Um dos fins deste mirífico areópago seria nada menos do que extrair da lei da gravidade os princípios morais, que nela se contêm. Seria curioso saber como da lei da atracção das massas podem advir imposições morais.

Esta imoderada paixão pela técnica levou na Rússia à criação duma nova modalidade de engenharia, a engenharia social destinada a converter os países anexados, burgueses e relutantes, em obedientes serventuários de Moscovo. As ciências mães desta técnica estranha seriam a psicologia experimental (oh as maravilhosas experiências de Pavlov) e a sociologia e os meios de acção seriam, decerto, a calúnia, o boato, os cartazes de propaganda vistosos e coloridos, os slogans gritados continuamente através dos altos-falantes, o povoamento das cidades com as estátuas dos grandes homens soviéticos; de Lenine sobretudo.

De resto talvez isto ainda não bastasse, talvez fosse necessário como na Jugoslávia substituir esta frase dos livros sagrados: Ao princípio era o verbo por esta outra: «Ao princípio era Tito».

Assim procede este prodígio da Técnica moderna, a engenharia social, tratando o homem, como se ele fosse uma coisa inerte e passiva e não criado por Deus à sua imagem e semelhança!
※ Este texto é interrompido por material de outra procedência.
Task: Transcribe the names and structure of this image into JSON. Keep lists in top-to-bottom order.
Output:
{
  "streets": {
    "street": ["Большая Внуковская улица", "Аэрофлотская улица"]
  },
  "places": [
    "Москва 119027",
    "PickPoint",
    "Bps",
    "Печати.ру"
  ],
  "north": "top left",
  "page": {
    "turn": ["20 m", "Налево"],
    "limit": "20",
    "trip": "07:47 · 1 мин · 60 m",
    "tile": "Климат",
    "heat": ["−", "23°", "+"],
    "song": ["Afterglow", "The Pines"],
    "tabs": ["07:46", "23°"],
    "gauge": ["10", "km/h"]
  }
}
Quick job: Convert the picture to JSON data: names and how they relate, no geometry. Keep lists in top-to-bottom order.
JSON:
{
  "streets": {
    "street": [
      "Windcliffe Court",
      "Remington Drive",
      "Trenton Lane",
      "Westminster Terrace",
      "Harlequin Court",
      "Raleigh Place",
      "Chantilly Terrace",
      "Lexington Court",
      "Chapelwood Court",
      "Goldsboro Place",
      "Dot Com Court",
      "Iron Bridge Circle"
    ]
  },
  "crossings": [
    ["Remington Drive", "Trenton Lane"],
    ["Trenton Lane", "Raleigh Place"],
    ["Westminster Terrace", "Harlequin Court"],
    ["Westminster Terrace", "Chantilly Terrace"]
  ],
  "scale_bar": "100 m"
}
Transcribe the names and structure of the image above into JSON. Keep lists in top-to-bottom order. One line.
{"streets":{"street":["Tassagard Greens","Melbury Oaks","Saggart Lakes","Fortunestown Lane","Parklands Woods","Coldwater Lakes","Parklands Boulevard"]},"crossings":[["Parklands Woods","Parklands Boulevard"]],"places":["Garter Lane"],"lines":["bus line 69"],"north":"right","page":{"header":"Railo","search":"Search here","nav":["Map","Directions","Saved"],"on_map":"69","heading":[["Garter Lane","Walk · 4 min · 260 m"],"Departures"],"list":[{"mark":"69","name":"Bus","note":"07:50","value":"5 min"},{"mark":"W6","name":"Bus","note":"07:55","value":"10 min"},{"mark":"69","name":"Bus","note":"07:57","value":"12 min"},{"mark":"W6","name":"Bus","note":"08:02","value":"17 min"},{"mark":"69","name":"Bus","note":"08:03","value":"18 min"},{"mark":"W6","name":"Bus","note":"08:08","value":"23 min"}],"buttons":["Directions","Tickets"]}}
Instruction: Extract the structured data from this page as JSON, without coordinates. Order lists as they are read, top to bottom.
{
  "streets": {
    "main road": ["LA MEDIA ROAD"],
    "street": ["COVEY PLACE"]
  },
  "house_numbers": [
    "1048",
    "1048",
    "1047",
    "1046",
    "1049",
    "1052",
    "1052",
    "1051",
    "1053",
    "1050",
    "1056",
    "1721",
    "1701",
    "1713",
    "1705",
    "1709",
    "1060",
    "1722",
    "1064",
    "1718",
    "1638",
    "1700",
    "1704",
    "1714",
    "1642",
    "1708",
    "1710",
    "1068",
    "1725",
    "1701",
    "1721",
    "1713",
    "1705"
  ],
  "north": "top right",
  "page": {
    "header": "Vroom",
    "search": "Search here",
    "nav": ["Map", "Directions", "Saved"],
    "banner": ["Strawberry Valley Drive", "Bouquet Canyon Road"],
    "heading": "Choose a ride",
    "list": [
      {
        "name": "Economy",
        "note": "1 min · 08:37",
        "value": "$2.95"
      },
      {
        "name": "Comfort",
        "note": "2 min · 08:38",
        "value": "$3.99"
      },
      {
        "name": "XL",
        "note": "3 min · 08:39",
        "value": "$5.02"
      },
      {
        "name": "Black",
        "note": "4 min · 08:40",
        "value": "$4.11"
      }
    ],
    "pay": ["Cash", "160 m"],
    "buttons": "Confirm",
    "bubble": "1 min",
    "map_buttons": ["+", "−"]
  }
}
Este abuso da técnica é uma das causas da ausência do Cristianismo no Mundo e não decerto das menos importantes, na sua acção maléfica de apear o homem da sua grandeza de filho de Deus, negando-lhe os sublimes direitos da pessoa humana cuja conquista é uma das maiores glórias do Cristianismo.

Passemos agora a falar da Liberdade.

Parece que o homem deseja a Liberdade para ter o gosto de a perder. E perde-a com volúpia diante duma mulher, com avidez diante do ouro, com vaidade diante da fama, com reverência diante do seu ídolo desportivo ou do seu Clube, como a perde, em casa, diante das exigências dos filhos ou das imposições da esposa. A boa educação, o protocolo, a decência, não lhe dão a liberdade de trajar como quiser, mas sim conforme a invenção da moda. As suas ideias não podem ser senão as da maioria pois de contrário dizem-no desactualizado. Os seu gostos têm de ser os de todo o mundo, para que o não digam um extravagante, um pretensioso, um idiota.

Estas solicitações esmagariam o indivíduo se tal como acontece com a pressão atmosférica elas se não anulassem umas às outras.

De resto há uma liberdade de que não abdica, de que é cioso: a sua liberdade política. Quando lhe falam em liberdade pensa / 12 / imediatamente na liberdade política. Ser livre para ele é ter o poder de eleger quem lhe aprouver; as outras sujeições da sua vida particular não lhe interessam, não constituem, como diz enfatuadamente, o seu problema.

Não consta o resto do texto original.